▸ **Your task**: Every line of the entries with the word "canvas" in it should be shown.

Records supplied Start Marker

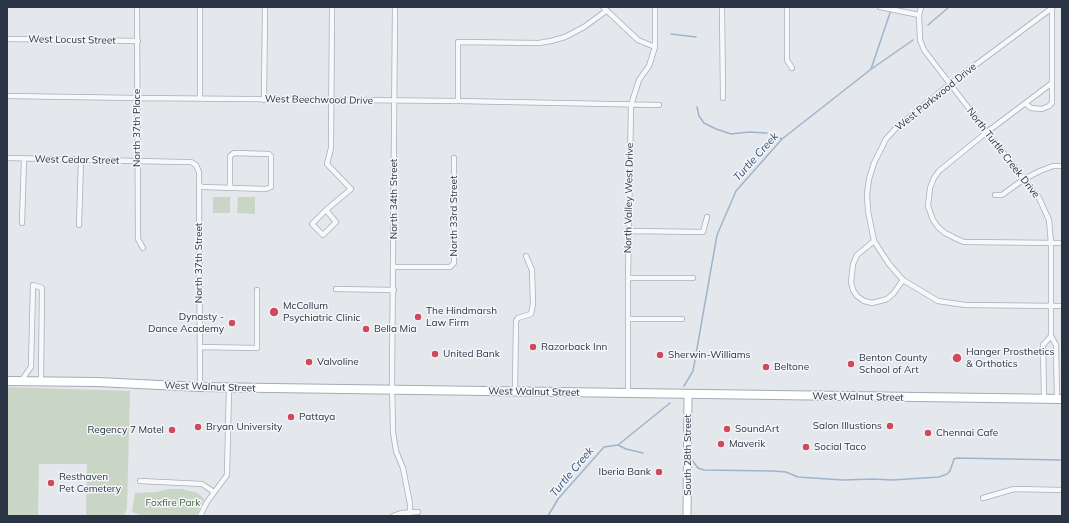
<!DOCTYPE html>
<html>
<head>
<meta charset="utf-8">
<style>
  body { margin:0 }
  #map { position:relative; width:1069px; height:523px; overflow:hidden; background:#e4e7ec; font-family:Mulish,sans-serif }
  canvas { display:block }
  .frame { position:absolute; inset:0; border:8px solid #2b3445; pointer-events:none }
</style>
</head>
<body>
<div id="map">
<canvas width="1069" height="523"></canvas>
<div class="frame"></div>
</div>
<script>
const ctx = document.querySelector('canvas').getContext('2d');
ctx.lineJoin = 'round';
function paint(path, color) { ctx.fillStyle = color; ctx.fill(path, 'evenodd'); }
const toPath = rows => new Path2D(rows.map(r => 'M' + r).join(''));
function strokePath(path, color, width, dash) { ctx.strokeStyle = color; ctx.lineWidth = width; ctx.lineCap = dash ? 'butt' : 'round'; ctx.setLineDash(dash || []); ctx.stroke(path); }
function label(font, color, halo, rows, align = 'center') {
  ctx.font = font + ' Mulish,sans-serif'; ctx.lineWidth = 3; ctx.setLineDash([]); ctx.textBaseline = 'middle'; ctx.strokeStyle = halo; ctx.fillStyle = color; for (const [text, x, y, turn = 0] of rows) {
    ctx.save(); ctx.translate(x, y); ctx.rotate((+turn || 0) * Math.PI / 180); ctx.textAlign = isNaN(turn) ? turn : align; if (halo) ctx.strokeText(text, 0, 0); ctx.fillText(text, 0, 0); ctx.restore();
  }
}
const green = toPath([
  [213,197,230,197,230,213,213,213],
  [238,197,255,197,255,214,237,213],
  [7,387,130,391,127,508,124,515,86,515,87,464,39,464,38,515,7,515],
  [170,489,182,489,198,493,204,499,196,516,143,516,132,512,135,493,156,492]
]);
const stream = toPath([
  [928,25,949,7],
  [671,34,696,37],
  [871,69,892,7],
  [697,107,699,116,704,123,716,129,731,134,749,132,767,133],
  [773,135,782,139],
  [684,386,693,371,717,235,736,191,782,139,870,70,913,40],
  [618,445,626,449,643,453],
  [692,460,698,468,704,470,773,471,786,472,798,477,843,480,873,479,892,480,939,477,947,474,950,471,954,459,957,458,1062,460],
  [548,516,558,499,604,447,618,445,670,403]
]);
const street = toPath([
  [137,7,138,239,143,248],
  [395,7,392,383,393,432,396,451,403,468,410,504,410,516],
  [603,7,638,40,655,47],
  [722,7,723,98],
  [787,7,787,60,792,68],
  [880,7,919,15],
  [921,7,919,15,920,40,924,50,987,132,1039,198,1049,220,1051,243,1051,336,1056,345,1057,399],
  [1052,7,1052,83,987,132,939,171,934,178,930,188,928,206,933,220,938,227,945,233,957,239,964,242,1062,243],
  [1052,8,950,84,896,128,886,139,874,163,869,179,867,194,868,211,874,241,889,264,903,280,938,301,965,305,1062,306],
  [7,39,138,41],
  [7,96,137,98,458,101,659,105],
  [200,99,200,7],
  [264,100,265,7],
  [458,101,458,42,539,43,551,41,565,37,584,27,606,11],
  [1026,104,1031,108,1042,109,1049,106,1052,103,1052,83],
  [7,158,181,162,191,162,196,165,199,172,200,387],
  [199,186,203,187,266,189,271,187,271,156,269,154,234,153,230,156,230,188],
  [995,195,1002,195,1024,179,1040,171,1053,166,1062,166],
  [326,210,336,222,323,235,312,224,326,210,351,189,327,164,331,148,332,7],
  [22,223,24,159],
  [79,225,81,160],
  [629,231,703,232,707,217],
  [874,241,857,255,853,264,851,282,853,290,857,296,864,301,872,303,880,301,887,299,893,294,903,280],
  [394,267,450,267,454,263,454,158],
  [628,278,693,278],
  [336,289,394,290],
  [628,319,682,319],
  [200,347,257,348,257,290],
  [21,381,31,367,33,285,42,288,41,381],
  [515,392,516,321,518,318,531,314,533,304,532,270,526,256],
  [628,394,628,278,631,105,639,80,649,66,655,47,655,7],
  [1044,399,1043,345,1051,336],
  [140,481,202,484,214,492],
  [983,498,1014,489,1062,490],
  [200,516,207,502,227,475,229,388],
  [393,516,401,513,418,512]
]);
const secondary = toPath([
  [687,516,688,394]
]);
const primary = toPath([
  [7,381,98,382,200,387,1062,399]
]);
const markers = [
  [274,312,5,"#d1495b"],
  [418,317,4,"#d1495b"],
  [232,323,4,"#d1495b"],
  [366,329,4,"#d1495b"],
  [533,347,4,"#d1495b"],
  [435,354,4,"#d1495b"],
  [660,355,4,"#d1495b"],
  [957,358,5,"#d1495b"],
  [309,362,4,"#d1495b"],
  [851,364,4,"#d1495b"],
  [766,367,4,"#d1495b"],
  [291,417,4,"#d1495b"],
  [890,426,4,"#d1495b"],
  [198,427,4,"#d1495b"],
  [727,429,4,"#d1495b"],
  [172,430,4,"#d1495b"],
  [928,433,4,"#d1495b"],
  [721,444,4,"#d1495b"],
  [806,447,4,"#d1495b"],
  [659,472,4,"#d1495b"],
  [51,483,4,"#d1495b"]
];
const streetNames = [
  ["West Locust Street",72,40,1],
  ["West Parkwood Drive",936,97,-39],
  ["West Beechwood Drive",319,100,1],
  ["North 37th Place",137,128,-90],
  ["North Turtle Creek Drive",1003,153,52],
  ["West Cedar Street",77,160,1],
  ["North Valley West Drive",629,198,-89],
  ["North 34th Street",394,199,-90],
  ["North 33rd Street",454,216,-90],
  ["North 37th Street",199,263,-90],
  ["West Walnut Street",210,387,2],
  ["West Walnut Street",534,392,1],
  ["West Walnut Street",858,397,1],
  ["South 28th Street",688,455,-90]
];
const poiNames = [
  ["McCollum",283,306],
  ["Psychiatric Clinic",283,318],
  ["The Hindmarsh",426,311],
  ["Law Firm",426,323],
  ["Dynasty -",224,317,"right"],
  ["Dance Academy",224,329,"right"],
  ["Bella Mia",374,329],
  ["Razorback Inn",541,347],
  ["Hanger Prosthetics",966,352],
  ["& Orthotics",966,364],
  ["United Bank",443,354],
  ["Sherwin-Williams",668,355],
  ["Benton County",859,358],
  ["School of Art",859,370],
  ["Valvoline",317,362],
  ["Beltone",774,367],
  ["Pattaya",299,417],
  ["Salon Illustions",882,426,"right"],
  ["Bryan University",206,427],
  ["SoundArt",735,429],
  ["Regency 7 Motel",164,430,"right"],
  ["Chennai Cafe",936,433],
  ["Maverik",729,444],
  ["Social Taco",814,447],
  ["Iberia Bank",651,472,"right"],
  ["Resthaven",59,477],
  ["Pet Cemetery",59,489]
];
const parkNames = [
  ["Foxfire Park",173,503]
];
const waterNames = [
  ["Turtle Creek",756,157,-48],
  ["Turtle Creek",572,472,-50]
];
paint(green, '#c9d6c5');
strokePath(stream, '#9fb4cc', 1.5);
strokePath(street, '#a9aeb7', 6);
strokePath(secondary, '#a9aeb7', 9);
strokePath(primary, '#a3abb8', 10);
strokePath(street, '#f7f8fa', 4.5);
strokePath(secondary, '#fff', 7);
strokePath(primary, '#fff', 8);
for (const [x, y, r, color] of markers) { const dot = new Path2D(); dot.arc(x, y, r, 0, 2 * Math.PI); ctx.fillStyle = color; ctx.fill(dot); strokePath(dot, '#f4f6f9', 1.5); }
label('10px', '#2b3445', '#f4f6f9', streetNames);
label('10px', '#2b3445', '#f4f6f9', poiNames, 'left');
label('10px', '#3f6138', '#f4f6f9', parkNames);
label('italic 11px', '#34527a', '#f4f6f9', waterNames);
</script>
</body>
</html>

Records supplied End Marker

▸ **Written answer**:
  canvas { display:block }
<canvas width="1069" height="523"></canvas>
const ctx = document.querySelector('canvas').getContext('2d');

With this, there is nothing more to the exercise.